Cuando la miró, dos rayos invisibles surgieron de sus verdes ojos y se clavaron en su cerebro desbaratándole todo el pensamiento lógico.

- Bueno -contestó Andrea, sacando con temblorosas manos el guión que guardaba en un sobre de cartulina.

- Tranquila, mujer -le dijo él con una sonrisa, apoyando una mano sobre la suya.

Andrea voló varias veces por el universo antes de descender de nuevo a la tierra.

- ¿Qué te ha parecido? -repitió Larry.

Quería decirle: «Es demasiado masculino para mi gusto; no entiendo mucho de historias bélicas». Como si los fallos del guión fueran, en realidad, fallos suyos, tal como su madre le había enseñado a hacer. En su lugar, contestó:

- Es muy prometedor.

- ¡Estupendo! Y ahora, dime qué tengo que hacer para mejorarlo.

¿Qué tenía que hacer? Quemarlo. Sin embargo, cuando contempló aquella sonrisa, sabiendo que, si le dijera la verdad, jamás volvería a verle, contestó:

- Creo que deberías modificar un poco el personaje principal. Resulta demasiado… áspero. Es demasiado cruel con las mujeres. El comienzo es lento, tendrías que empezar con un poco de acción, puesto que se trata de una película de acción. Y después… -la lista era interminable-. Bueno, aunque sean unos exteriores sugestivos, no creo que Islandia sea un ambiente adecuado para que un par de veteranos del Vietnam pierdan la cabeza. Una bulliciosa tarde en Manhattan crearía más tensión.

- Ya -dijo él, frunciendo el ceño-. Pero eso me dará mucho trabajo y yo no dispongo de tiempo porque tengo un horario muy largo en el restaurante… -Larry ladeó la cabeza sonriendo-. ¿Tú crees que podrías echarme una mano? ¡Te lo agradecería muchísimo!

- De acuerdo -contestó ella mientras una parte de su cerebro le decía: «¿Pero es que te has vuelto loca?».

De pronto, le vino a la mente una cosa muy extraña e inesperada: tenía veinticinco años y todavía era virgen.

No sabía qué tenía eso que ver exactamente con Larry Wolfe y con su guión, pero, de repente, comprendió que tenía que ayudarle, aunque sólo fuera para tener la ocasión de volver a verle.

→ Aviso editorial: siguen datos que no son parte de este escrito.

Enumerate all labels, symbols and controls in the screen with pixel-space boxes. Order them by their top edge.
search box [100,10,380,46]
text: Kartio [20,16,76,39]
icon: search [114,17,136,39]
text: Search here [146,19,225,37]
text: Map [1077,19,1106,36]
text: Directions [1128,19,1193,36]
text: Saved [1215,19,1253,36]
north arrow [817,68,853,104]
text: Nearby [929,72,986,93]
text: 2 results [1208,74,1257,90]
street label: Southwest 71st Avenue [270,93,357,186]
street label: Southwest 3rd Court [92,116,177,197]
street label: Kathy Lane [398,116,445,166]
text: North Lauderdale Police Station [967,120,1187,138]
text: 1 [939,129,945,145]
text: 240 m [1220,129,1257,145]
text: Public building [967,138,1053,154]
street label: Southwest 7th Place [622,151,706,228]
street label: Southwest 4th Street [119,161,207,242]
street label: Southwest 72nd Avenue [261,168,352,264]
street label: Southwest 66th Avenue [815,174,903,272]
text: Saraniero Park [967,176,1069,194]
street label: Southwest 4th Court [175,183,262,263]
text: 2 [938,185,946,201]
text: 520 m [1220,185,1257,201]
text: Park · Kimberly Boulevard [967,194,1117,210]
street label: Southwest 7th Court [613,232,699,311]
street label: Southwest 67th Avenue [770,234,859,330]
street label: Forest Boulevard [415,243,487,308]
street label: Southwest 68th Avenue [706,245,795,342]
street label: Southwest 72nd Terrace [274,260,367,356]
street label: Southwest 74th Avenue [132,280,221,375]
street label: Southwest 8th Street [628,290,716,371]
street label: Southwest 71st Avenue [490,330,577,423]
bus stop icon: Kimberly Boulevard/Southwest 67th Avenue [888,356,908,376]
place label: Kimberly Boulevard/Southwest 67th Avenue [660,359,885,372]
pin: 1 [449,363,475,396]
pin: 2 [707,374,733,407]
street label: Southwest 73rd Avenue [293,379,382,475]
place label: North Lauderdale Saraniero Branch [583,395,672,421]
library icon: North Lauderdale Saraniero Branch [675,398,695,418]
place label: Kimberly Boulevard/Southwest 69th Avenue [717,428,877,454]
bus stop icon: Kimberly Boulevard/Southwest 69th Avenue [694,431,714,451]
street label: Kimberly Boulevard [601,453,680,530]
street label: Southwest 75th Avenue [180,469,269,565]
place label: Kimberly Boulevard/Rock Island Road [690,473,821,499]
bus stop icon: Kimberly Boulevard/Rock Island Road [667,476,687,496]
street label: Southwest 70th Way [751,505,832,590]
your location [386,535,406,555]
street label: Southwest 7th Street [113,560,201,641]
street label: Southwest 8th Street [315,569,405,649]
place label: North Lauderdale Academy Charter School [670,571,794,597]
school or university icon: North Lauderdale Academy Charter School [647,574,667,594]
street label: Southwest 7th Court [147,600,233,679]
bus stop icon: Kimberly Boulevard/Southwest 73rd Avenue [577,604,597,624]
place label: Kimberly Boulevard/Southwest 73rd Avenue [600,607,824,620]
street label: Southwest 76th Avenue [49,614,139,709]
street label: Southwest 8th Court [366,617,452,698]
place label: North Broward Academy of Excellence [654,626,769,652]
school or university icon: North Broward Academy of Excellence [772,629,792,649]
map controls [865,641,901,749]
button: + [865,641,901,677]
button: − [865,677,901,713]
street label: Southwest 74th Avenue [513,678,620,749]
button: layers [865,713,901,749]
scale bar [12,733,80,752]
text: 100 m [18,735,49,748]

- De acuerdo, te echaré una mano -dijo.

- ¡Estupendo! -exclamó Larry-. Oye una cosa, ¿y si te llevas el guión y haces con él lo que puedas? Procura tenerlo listo para la próxima clase y después te llevaré a tomar un bocado al Ship's. ¿Qué te parece?

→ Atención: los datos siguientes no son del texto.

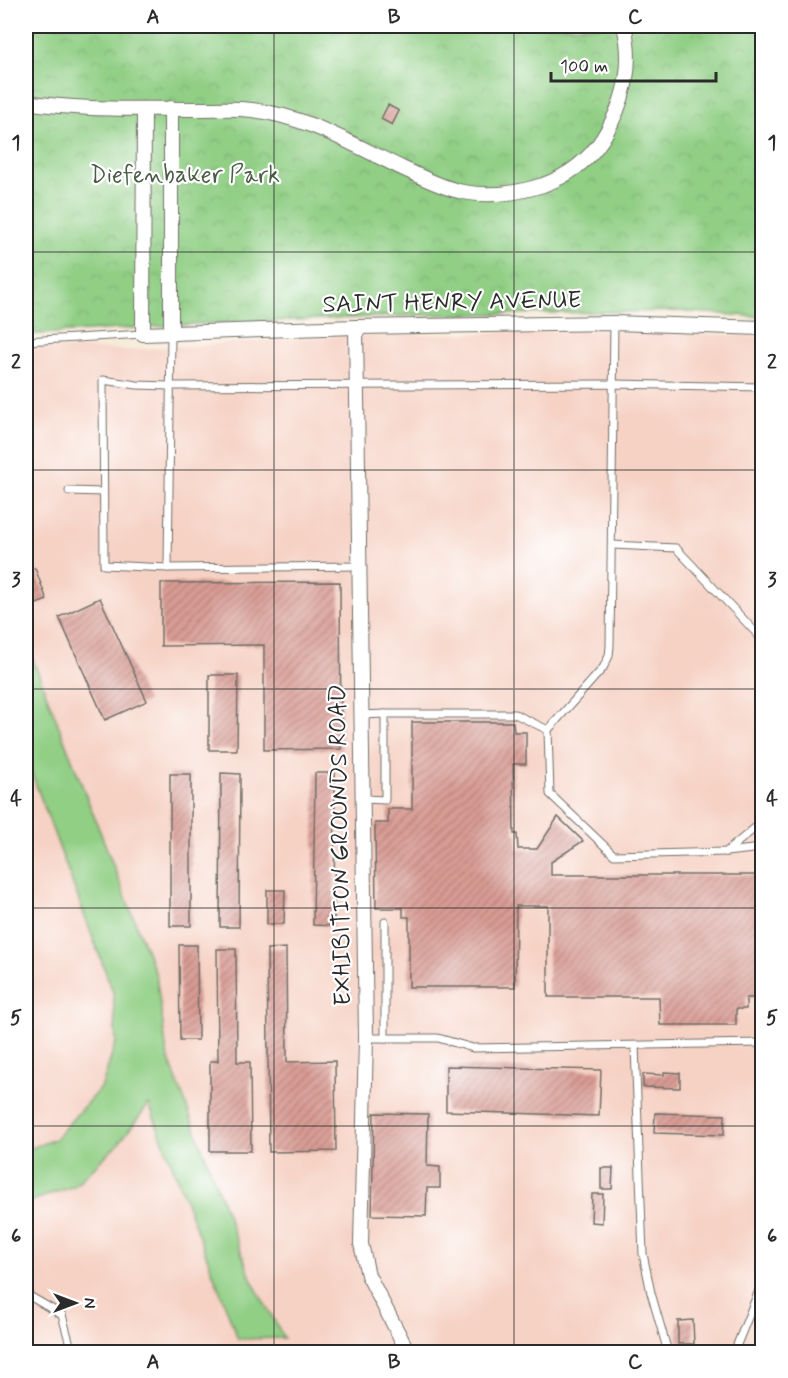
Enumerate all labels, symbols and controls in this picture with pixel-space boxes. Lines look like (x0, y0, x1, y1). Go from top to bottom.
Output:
text: A (146, 4, 160, 31)
text: B (388, 4, 401, 31)
text: C (628, 4, 643, 31)
scale bar (551, 45, 716, 83)
text: 100 m (560, 55, 608, 79)
text: 1 (12, 130, 20, 157)
text: 1 (768, 130, 776, 157)
park label: Diefenbaker Park (90, 160, 280, 191)
street label: SAINT HENRY AVENUE (322, 285, 582, 321)
text: 2 (11, 349, 21, 376)
text: 2 (767, 349, 777, 376)
text: 3 (11, 567, 21, 594)
text: 3 (767, 567, 777, 594)
street label: EXHIBITION GROUNDS ROAD (323, 684, 359, 1006)
text: 4 (10, 786, 22, 813)
text: 4 (766, 786, 778, 813)
text: 5 (10, 1005, 22, 1032)
text: 5 (766, 1005, 778, 1032)
text: 6 (11, 1223, 21, 1250)
text: 6 (767, 1223, 777, 1250)
north arrow (45, 1273, 105, 1333)
text: N (78, 1298, 99, 1308)
text: A (146, 1349, 160, 1376)
text: B (388, 1349, 401, 1376)
text: C (628, 1349, 643, 1376)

Andrea dijo que sí, vendiendo su alma a cambio de una hamburguesa.

Cuando regresó al salón, encontró a Larry tratando todavía de seducir a Carole Page con su encanto. Sosteniendo en su mano el diario de Marion Star, Andrea pensó en lo mucho que lo había amado cuando ambos estudiaban en la universidad de California y en lo mucho que lo amó en años posteriores. Sin embargo, no era por aquellos días ni por aquellos años por lo que ahora estaba tramando su caída. Era por algo que había ocurrido muy recientemente y que todavía le quemaba el corazón como una herida abierta.

Era por eso por lo que Larry Wolfe se las iba a pagar.